SUPPLIED DATA START

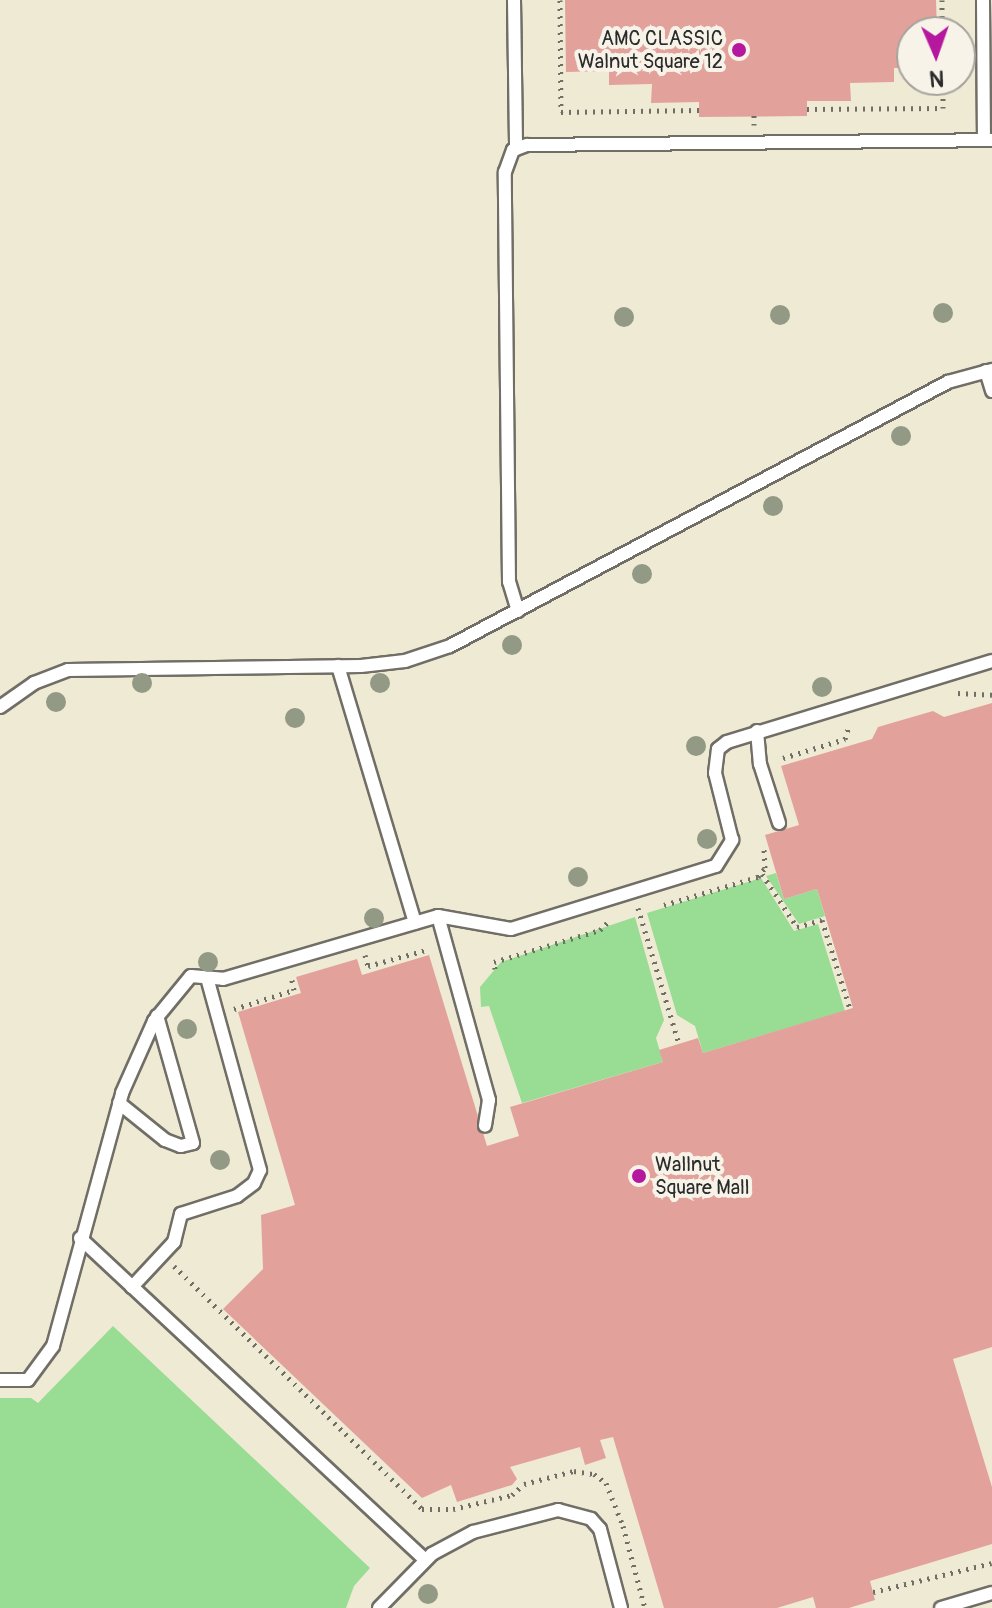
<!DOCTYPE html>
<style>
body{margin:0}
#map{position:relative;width:992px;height:1608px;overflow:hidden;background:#efead4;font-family:Pangolin,sans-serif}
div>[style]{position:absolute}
.green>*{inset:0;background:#99dc93}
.building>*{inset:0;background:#e3a19c}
.path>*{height:5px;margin-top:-2.5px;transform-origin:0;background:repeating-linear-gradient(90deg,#706e66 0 2px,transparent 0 8px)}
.roads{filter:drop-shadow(2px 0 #706e66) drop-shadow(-2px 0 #706e66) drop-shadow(0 2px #706e66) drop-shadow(0 -2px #706e66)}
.lane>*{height:12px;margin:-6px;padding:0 6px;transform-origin:6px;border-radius:6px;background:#fff}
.trees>*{width:20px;height:20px;margin:-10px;border-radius:50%;background:#929985}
.dots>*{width:22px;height:22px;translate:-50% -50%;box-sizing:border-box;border:4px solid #f7f3e8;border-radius:50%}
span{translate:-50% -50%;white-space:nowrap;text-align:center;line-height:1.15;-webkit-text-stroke:8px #f7f3e8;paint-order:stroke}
.poi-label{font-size:20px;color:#2b2b2b}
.right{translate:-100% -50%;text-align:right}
.left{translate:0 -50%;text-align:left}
.north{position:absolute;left:896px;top:16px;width:80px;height:80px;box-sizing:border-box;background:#f7f3e8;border:2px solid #a5a39c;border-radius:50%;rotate:178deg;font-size:22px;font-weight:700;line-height:32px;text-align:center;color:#2b2b2b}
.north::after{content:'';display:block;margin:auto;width:28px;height:36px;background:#b5179e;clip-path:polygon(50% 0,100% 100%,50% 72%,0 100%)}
</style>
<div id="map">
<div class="green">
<i style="clip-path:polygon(776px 873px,784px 899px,817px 889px,825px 916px,799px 924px,766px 876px)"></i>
<i style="clip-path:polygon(761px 878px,794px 931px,818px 924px,845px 1011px,703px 1053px,695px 1026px,677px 1015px,647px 913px)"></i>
<i style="clip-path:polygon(635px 917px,664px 1020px,656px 1038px,663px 1062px,522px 1103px,489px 1006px,481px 1007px,480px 987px,501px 962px)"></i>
<i style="clip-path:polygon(113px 1326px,370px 1568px,354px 1586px,346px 1608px,0 1608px,0 1398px,31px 1398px,38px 1403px)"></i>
</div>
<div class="building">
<i style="clip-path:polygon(565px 0,936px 0,937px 32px,912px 32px,912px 68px,894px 68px,894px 82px,850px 83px,851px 101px,807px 101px,807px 116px,699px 117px,699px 102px,651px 103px,652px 84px,609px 85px,609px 71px,566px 72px)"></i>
<i style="clip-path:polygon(992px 703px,992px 1347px,953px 1359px,992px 1487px,992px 1544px,870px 1581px,875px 1600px,849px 1608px,816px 1608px,813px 1597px,777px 1608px,664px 1608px,613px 1437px,600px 1440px,606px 1458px,585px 1465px,580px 1447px,510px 1467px,517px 1479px,512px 1485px,457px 1502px,451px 1485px,422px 1498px,223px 1309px,263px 1269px,261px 1215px,295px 1205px,238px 1012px,301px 993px,296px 977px,357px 959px,362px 975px,429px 955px,487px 1146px,519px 1136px,510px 1107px,663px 1062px,659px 1050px,698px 1038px,703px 1053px,853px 1008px,817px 889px,784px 899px,765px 835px,799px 825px,781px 766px,872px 739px,878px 727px,933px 711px,944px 717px)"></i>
</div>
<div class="path">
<i style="left:560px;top:0;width:112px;rotate:89.5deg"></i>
<i style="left:561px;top:112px;width:139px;rotate:-0.8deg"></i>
<i style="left:942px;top:0;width:32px;rotate:90deg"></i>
<i style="left:807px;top:109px;width:136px;rotate:-0.4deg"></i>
<i style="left:943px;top:108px;width:28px;rotate:-90deg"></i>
<i style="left:754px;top:125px;width:15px;rotate:-90deg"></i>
<i style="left:958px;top:693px;width:34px;rotate:3deg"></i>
<i style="left:783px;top:758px;width:65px;rotate:-17deg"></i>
<i style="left:845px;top:739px;width:14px;rotate:-73deg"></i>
<i style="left:762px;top:874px;width:64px;rotate:56.6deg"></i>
<i style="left:797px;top:927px;width:26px;rotate:-16deg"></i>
<i style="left:822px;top:920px;width:93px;rotate:72.5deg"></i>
<i style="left:664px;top:905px;width:98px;rotate:-16.6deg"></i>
<i style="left:758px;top:877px;width:11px;rotate:-52deg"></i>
<i style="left:765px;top:868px;width:19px;rotate:-93deg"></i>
<i style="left:638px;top:908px;width:142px;rotate:73.2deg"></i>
<i style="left:365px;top:955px;width:11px;rotate:75deg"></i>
<i style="left:368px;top:966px;width:60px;rotate:-15.4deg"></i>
<i style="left:495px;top:969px;width:7px;rotate:-98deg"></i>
<i style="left:494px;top:962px;width:111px;rotate:-16.8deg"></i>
<i style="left:600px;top:930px;width:13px;rotate:-45deg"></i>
<i style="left:234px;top:1009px;width:63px;rotate:-17.6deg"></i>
<i style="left:294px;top:990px;width:14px;rotate:-102deg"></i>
<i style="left:174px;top:1266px;width:347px;rotate:44.4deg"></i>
<i style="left:422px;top:1509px;width:31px"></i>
<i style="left:453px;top:1509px;width:61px;rotate:-13.3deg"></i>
<i style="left:512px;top:1495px;width:16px;rotate:-43deg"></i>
<i style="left:524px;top:1484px;width:52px;rotate:-14.6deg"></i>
<i style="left:574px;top:1471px;width:20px;rotate:9deg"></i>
<i style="left:594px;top:1474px;width:15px;rotate:37deg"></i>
<i style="left:606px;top:1483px;width:46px;rotate:68.4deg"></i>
<i style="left:623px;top:1526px;width:85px;rotate:75deg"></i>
<i style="left:873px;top:1592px;width:122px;rotate:-13.7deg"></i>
</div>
<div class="roads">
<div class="lane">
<i style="left:514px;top:0;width:149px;rotate:89.2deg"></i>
<i style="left:983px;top:0;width:140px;rotate:89.6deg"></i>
<i style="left:986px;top:371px;width:21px;rotate:73deg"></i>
<i style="left:518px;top:611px;width:30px;rotate:-107deg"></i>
<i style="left:509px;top:582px;width:410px;rotate:-90.6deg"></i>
<i style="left:505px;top:172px;width:23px;rotate:-70deg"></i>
<i style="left:513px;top:150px;width:15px;rotate:-20deg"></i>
<i style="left:527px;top:145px;width:465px;rotate:-0.6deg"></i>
<i style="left:338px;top:666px;width:268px;rotate:73.3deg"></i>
<i style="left:0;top:707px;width:42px;rotate:-35.2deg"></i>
<i style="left:34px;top:683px;width:36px;rotate:-21deg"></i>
<i style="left:68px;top:670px;width:293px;rotate:-0.8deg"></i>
<i style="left:361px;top:666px;width:44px;rotate:-6.5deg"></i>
<i style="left:405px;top:661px;width:47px;rotate:-18.4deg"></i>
<i style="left:450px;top:646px;width:564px;rotate:-27.93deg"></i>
<i style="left:948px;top:382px;width:46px;rotate:-15.3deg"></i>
<i style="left:757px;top:731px;width:33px;rotate:85deg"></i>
<i style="left:760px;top:764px;width:62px;rotate:72.1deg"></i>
<i style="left:438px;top:916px;width:191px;rotate:74.5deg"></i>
<i style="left:489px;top:1100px;width:26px;rotate:99deg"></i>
<i style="left:119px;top:1103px;width:59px;rotate:38.8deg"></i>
<i style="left:165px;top:1140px;width:17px;rotate:21deg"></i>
<i style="left:181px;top:1146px;width:12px;rotate:-14deg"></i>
<i style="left:193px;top:1143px;width:132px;rotate:-105.8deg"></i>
<i style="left:80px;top:1238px;width:472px;rotate:43deg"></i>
<i style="left:132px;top:1287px;width:62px;rotate:-47deg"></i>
<i style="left:174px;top:1242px;width:29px;rotate:-76deg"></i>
<i style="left:181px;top:1214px;width:59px;rotate:-17.8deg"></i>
<i style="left:237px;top:1196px;width:21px;rotate:-37deg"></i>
<i style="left:254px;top:1183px;width:14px;rotate:-65deg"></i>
<i style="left:260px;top:1170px;width:199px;rotate:-105.4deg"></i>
<i style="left:0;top:1380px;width:28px"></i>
<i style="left:28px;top:1380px;width:42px;rotate:-53.7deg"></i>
<i style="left:53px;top:1346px;width:262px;rotate:-74.7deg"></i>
<i style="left:122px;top:1093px;width:79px;rotate:-66deg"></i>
<i style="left:154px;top:1021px;width:58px;rotate:-50.6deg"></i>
<i style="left:191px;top:976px;width:32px;rotate:5deg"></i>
<i style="left:223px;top:979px;width:224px;rotate:-16.3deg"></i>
<i style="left:438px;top:916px;width:74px;rotate:10.1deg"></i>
<i style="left:511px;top:929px;width:214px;rotate:-17.1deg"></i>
<i style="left:716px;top:866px;width:31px;rotate:-58deg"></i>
<i style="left:732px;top:840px;width:69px;rotate:-104.2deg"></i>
<i style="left:715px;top:773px;width:24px;rotate:-83deg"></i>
<i style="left:718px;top:749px;width:11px;rotate:-38deg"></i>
<i style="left:727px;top:742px;width:277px;rotate:-17deg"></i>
<i style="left:379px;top:1608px;width:76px;rotate:-45.5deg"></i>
<i style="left:432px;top:1554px;width:47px;rotate:-28.2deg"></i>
<i style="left:473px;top:1532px;width:88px;rotate:-14.5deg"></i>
<i style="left:558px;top:1510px;width:34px;rotate:15deg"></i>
<i style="left:591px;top:1519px;width:13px;rotate:48deg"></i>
<i style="left:600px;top:1529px;width:82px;rotate:75.1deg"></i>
<i style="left:941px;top:1608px;width:53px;rotate:-16.4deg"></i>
</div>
</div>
<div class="trees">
<i style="left:943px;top:313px"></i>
<i style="left:780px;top:315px"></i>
<i style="left:624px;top:317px"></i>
<i style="left:901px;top:436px"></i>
<i style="left:773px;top:506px"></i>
<i style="left:642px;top:574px"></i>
<i style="left:512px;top:645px"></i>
<i style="left:142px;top:683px"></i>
<i style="left:380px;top:683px"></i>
<i style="left:822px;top:687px"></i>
<i style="left:56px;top:702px"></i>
<i style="left:295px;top:718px"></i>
<i style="left:696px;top:746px"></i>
<i style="left:707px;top:839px"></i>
<i style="left:578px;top:877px"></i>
<i style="left:374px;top:918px"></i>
<i style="left:208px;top:962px"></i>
<i style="left:187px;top:1029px"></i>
<i style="left:220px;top:1160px"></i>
<i style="left:428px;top:1594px"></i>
</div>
<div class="dots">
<i style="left:739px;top:50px;background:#b5179e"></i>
<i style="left:639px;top:1176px;background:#b5179e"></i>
</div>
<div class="poi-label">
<span class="right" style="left:723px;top:50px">AMC CLASSIC<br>Walnut Square 12</span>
<span class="left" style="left:655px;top:1176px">Wallnut<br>Square Mall</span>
</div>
<div class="north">N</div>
</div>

SUPPLIED DATA END

Where a line in the records above holds the string "lane", it counts toward the total; give that total alone.

2